CeFi credit companies drastically increased their short-term debt during the bull market. They took huge loans from DeFi protocols and lent capital to counterparties who paid even higher interest rates. The snowball continued to roll until a strong correction hit the market, leading to a contagion effect that quickly spread throughout the market.
With the ongoing credit crunch, publicly traded miners who took out huge loans backed by BTC or mining machines during the bull market were forced to sell their positions as asset prices fell.

However, since the 28 largest public mining companies only account for 20 % of the Bitcoin hashrate, their sales will not drastically affect trading volume.
Stablecoin Concerns
With the Fed vowing to raise rates to combat rampant inflation, investors tend to pull capital from DeFi protocols to seek higher returns from traditional finance.
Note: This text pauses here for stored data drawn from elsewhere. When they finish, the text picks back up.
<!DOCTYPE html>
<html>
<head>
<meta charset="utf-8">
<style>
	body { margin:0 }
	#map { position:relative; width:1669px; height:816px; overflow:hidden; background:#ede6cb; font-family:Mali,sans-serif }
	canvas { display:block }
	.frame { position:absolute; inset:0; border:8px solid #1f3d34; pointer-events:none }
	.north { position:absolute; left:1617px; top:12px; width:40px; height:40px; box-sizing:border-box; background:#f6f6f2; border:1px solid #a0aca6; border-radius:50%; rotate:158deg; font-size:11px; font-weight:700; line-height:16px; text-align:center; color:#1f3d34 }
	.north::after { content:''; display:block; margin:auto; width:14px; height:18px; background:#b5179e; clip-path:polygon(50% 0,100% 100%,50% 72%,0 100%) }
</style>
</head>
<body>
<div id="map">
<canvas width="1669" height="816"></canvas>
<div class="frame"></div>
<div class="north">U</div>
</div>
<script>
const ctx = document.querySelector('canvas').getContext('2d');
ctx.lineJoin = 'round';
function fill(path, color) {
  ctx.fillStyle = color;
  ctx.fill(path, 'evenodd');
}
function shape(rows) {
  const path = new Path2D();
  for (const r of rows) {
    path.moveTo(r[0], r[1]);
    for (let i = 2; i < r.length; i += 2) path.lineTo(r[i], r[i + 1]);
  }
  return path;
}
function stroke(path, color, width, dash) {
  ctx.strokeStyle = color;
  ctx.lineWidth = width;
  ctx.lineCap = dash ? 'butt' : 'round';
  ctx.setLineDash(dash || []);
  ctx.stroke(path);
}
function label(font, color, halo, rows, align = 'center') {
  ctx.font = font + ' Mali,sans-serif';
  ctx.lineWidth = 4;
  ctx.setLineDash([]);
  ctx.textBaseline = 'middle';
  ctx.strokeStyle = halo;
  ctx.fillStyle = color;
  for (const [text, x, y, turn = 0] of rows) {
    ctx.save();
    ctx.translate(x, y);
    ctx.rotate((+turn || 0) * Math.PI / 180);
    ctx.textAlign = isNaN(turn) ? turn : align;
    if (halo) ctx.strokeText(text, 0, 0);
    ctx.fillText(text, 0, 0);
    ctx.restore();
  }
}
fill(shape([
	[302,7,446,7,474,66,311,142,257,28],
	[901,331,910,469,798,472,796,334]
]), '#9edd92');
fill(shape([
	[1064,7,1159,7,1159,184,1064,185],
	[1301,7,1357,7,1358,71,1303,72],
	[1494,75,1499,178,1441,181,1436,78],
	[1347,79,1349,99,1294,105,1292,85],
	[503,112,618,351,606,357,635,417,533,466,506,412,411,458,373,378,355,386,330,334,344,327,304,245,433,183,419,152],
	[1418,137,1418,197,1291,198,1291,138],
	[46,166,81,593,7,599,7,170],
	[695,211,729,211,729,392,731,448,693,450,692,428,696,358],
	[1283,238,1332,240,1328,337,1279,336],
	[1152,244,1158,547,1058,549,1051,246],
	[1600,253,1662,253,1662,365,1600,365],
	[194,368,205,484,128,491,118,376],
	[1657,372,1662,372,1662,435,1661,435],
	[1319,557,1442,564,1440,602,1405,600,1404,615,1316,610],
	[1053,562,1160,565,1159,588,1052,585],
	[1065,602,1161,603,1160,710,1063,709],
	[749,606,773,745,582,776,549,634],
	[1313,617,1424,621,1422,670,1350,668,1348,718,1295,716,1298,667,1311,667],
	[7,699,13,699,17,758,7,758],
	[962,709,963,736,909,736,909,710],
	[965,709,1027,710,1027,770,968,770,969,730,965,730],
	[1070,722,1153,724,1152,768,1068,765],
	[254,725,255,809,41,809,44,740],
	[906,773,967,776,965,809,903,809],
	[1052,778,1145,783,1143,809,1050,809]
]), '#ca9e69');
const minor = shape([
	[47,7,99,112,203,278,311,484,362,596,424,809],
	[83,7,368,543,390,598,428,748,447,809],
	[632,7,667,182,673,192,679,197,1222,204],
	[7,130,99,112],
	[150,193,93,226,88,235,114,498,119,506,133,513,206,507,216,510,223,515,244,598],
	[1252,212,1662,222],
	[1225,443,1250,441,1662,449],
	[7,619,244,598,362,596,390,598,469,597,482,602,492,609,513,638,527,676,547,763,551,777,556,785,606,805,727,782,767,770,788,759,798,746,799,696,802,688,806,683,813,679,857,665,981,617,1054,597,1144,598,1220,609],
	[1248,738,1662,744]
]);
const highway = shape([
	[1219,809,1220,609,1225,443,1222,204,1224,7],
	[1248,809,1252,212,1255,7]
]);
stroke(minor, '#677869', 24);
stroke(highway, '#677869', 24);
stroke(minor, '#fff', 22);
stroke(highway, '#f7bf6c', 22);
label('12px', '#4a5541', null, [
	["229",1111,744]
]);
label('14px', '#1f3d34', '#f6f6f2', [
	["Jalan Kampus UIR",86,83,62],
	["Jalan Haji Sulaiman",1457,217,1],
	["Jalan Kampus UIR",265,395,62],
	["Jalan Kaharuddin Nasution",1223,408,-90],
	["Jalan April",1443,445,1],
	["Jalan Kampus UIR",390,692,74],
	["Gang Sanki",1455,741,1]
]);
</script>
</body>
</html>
The impact is reflected in the decline in the total market capitalization of stablecoins, which fell from $162 billion at the beginning of May to $149 billion at the end of June.
$12.6 billion in capital may have left the crypto ecosystem in pursuit of higher returns. With the June CPI coming in at 9.1 %, much higher than Wall Street expected, another rate hike of 0.75 % will follow this month. Hence, the outflow of stablecoins is expected to increase accordingly.